Manage API Tokens

Administrators can create and manage Personal API Tokens used for API authentication within A10 Control. It uses role-based access control (RBAC) for API access through API tokens replacing the earlier organization level API key. Personal API Tokens ensure each API users can perform only the operations allowed by their assigned roles aligning API access with the principle of least privilege used in the A10 Control.

The legacy organization-level API key is no longer supported for external API access. It is now limited to select internal workflows, such as device registration, with restricted permissions.

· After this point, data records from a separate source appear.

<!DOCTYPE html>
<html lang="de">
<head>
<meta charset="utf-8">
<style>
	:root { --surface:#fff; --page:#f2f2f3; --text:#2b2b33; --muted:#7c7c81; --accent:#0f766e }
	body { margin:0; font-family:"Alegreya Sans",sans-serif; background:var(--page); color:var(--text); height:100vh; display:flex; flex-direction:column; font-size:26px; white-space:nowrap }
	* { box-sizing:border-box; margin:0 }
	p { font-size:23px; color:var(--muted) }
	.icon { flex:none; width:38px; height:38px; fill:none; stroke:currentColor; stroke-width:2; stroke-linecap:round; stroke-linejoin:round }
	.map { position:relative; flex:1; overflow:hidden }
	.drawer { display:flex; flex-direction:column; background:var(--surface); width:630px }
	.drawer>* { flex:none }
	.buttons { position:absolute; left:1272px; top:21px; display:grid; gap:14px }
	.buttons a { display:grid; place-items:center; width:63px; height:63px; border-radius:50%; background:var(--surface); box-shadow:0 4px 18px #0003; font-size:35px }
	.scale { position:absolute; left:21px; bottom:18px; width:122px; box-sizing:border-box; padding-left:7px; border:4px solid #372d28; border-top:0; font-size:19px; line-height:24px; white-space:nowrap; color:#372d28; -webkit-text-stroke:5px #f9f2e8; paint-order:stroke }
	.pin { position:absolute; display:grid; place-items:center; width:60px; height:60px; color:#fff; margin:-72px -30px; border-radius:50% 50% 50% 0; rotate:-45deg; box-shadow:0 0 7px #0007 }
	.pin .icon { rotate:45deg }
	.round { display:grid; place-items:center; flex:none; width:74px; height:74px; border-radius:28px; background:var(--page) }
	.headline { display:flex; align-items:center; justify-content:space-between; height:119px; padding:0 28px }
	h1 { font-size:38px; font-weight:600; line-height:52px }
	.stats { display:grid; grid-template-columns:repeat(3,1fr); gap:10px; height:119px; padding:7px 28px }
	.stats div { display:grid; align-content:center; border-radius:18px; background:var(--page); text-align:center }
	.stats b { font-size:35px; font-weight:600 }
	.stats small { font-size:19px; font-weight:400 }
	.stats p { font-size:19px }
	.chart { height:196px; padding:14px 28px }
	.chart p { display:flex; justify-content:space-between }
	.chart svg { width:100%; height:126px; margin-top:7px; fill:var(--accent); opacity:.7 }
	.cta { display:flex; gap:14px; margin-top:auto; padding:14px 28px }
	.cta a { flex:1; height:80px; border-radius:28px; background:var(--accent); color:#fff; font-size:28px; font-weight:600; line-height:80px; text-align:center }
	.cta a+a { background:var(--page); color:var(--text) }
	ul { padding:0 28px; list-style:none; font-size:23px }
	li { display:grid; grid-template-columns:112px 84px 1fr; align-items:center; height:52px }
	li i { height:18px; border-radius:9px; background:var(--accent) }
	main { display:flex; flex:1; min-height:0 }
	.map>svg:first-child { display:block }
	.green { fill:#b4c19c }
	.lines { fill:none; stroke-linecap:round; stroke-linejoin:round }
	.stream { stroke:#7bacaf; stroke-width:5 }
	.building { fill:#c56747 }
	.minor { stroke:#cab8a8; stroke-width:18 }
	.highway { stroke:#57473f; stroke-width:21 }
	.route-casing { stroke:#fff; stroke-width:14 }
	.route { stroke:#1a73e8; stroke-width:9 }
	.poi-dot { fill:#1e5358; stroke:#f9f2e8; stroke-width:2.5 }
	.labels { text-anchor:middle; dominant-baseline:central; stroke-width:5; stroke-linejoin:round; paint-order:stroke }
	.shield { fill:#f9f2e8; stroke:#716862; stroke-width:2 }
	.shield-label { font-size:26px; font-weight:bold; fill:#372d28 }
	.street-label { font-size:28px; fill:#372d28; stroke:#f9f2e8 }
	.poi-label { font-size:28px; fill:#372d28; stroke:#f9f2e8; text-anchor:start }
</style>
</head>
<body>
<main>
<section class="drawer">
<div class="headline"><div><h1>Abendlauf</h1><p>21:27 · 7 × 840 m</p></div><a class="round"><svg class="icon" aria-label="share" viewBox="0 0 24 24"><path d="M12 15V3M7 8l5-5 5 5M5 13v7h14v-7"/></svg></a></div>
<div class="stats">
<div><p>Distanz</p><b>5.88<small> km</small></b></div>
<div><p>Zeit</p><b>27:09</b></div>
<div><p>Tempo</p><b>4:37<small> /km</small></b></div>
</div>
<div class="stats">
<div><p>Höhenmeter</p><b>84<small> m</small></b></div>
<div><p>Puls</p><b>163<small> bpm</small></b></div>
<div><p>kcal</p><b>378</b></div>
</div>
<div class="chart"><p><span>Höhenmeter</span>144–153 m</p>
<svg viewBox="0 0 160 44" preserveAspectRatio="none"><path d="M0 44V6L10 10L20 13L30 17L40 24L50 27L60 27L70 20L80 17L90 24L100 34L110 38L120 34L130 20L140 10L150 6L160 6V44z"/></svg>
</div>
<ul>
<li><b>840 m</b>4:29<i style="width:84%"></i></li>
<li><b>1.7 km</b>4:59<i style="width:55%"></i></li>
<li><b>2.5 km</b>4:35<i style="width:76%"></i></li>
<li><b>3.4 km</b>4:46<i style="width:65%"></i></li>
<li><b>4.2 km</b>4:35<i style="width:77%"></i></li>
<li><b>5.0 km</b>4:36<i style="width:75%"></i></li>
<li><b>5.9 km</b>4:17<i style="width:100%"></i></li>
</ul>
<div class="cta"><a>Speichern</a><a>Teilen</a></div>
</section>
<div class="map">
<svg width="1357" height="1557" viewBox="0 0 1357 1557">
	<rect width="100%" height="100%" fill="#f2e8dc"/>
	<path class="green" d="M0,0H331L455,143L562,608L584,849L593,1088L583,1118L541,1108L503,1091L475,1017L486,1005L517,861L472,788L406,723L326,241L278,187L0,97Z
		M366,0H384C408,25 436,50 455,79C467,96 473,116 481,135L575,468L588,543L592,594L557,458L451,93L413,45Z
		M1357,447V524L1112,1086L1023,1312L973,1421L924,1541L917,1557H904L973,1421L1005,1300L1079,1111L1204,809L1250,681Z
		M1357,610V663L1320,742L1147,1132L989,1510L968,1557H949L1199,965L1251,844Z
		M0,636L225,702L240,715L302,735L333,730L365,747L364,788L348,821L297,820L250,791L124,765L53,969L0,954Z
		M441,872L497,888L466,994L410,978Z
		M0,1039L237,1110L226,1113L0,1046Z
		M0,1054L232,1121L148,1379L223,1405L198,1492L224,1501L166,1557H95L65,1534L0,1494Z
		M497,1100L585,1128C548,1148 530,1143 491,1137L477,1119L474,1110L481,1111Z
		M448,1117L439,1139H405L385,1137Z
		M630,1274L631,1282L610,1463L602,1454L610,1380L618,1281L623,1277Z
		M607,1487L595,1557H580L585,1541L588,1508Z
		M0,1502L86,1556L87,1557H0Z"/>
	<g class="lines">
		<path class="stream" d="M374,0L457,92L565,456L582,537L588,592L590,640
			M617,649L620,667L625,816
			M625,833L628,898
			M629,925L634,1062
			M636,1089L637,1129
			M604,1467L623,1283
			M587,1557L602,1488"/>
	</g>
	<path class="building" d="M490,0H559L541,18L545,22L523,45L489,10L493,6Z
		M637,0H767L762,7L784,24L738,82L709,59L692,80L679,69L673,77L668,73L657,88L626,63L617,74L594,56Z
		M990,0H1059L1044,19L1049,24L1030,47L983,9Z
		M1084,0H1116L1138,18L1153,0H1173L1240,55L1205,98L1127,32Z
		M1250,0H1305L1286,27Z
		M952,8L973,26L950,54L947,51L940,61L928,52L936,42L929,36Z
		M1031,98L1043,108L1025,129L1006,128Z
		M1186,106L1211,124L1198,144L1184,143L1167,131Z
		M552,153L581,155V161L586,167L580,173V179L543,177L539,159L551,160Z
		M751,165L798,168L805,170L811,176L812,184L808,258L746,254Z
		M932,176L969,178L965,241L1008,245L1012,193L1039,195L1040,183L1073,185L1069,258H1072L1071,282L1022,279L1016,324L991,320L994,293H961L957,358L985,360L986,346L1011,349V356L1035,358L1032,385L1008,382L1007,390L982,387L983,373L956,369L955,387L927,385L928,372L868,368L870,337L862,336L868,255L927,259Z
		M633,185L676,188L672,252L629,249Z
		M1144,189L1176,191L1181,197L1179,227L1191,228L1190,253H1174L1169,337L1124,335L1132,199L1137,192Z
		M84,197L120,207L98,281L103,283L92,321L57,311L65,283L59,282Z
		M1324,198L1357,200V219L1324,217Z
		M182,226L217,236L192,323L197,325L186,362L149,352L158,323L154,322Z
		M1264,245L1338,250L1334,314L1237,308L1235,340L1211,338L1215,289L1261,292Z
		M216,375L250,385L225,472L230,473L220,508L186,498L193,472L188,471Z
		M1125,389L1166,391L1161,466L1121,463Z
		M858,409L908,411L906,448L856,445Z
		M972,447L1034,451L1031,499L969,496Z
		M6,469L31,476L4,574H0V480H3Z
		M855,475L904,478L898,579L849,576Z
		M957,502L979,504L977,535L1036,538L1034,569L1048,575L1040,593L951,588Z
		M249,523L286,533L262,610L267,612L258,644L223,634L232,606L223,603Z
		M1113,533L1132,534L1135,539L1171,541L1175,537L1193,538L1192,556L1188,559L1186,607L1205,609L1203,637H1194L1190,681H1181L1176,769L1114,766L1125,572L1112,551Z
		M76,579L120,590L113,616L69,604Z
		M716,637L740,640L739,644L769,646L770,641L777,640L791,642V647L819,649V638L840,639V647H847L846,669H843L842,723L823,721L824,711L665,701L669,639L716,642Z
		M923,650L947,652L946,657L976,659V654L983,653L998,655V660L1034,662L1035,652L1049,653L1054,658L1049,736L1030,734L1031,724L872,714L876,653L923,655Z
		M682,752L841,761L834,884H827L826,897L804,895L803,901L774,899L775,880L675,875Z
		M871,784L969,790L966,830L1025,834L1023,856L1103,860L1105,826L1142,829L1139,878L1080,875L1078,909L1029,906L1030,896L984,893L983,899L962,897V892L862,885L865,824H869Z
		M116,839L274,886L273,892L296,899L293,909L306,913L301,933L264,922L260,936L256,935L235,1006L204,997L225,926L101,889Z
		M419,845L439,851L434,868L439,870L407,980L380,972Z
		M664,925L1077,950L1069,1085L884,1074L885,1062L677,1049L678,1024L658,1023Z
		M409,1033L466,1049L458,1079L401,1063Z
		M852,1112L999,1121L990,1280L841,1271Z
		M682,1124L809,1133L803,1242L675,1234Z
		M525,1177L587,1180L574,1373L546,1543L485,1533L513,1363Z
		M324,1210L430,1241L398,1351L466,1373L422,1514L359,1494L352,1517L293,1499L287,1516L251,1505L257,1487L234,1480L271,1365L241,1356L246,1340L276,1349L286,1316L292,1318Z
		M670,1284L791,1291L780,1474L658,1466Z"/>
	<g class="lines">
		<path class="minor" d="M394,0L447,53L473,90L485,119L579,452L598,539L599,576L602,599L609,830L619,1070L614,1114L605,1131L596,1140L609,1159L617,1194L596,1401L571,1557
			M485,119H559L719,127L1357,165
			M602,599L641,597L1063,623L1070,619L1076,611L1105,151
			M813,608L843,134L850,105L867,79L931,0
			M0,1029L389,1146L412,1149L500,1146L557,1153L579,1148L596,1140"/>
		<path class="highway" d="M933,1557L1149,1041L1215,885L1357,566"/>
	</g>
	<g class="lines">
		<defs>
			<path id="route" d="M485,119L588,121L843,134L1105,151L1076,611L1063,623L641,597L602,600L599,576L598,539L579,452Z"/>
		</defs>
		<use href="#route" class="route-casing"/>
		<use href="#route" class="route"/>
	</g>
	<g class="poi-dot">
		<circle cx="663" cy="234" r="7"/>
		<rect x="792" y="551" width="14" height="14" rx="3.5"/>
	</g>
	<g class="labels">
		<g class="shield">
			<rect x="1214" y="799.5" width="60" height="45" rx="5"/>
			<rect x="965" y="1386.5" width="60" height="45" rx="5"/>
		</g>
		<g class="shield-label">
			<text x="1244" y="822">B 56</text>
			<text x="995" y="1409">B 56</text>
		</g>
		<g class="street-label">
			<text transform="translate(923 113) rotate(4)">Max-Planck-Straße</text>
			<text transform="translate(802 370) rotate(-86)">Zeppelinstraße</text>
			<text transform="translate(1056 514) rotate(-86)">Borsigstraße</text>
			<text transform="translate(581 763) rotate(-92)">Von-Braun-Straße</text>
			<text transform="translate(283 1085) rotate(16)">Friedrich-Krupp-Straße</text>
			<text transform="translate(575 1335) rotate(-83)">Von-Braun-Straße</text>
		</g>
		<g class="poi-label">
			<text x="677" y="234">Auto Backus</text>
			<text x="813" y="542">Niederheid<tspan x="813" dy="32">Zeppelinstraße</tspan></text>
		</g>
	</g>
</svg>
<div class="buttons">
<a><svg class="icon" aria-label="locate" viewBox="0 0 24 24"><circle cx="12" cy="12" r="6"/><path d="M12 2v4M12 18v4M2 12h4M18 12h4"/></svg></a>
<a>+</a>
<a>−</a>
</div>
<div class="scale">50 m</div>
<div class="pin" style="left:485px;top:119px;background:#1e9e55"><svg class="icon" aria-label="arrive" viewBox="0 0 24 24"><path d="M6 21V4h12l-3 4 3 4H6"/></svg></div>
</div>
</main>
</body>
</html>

Org Admin and Org Operator can generate and delete their own API tokens. Org Admin can also manage and delete API tokens of other users.

Key Benefits

• Granular authorization: API users are restricted to the endpoints allowed by their specific roles.
• Enhanced security: Sensitive operations are restricted to authorized users or systems.
• Scoped integrations: Each automation or integration can use its own token with precisely defined permissions.
• Enhanced auditability: All API activity is logged and associated with the specific user or integration.

API Authorization Behavior

• Each API token is linked to the user’s access group, which determines the API operations and endpoints the token can access.

• If an API request attempts to access endpoints outside the assigned permissions, the request is rejected with an error response.

Personal API Tokens

To view Personal API tokens, navigate to Organization > Users & Permissions > API Tokens.

On the API Tokens tab, you can view the Personal API Tokens and API Token Managements tables and perform the following actions:

• Create: Create the API token.
• Delete: Hover over the Kebab menu associated to the token and click Delete to remove the API token.

NOTE:

Org-Admins can delete API tokens created by any user from the API Token Management page.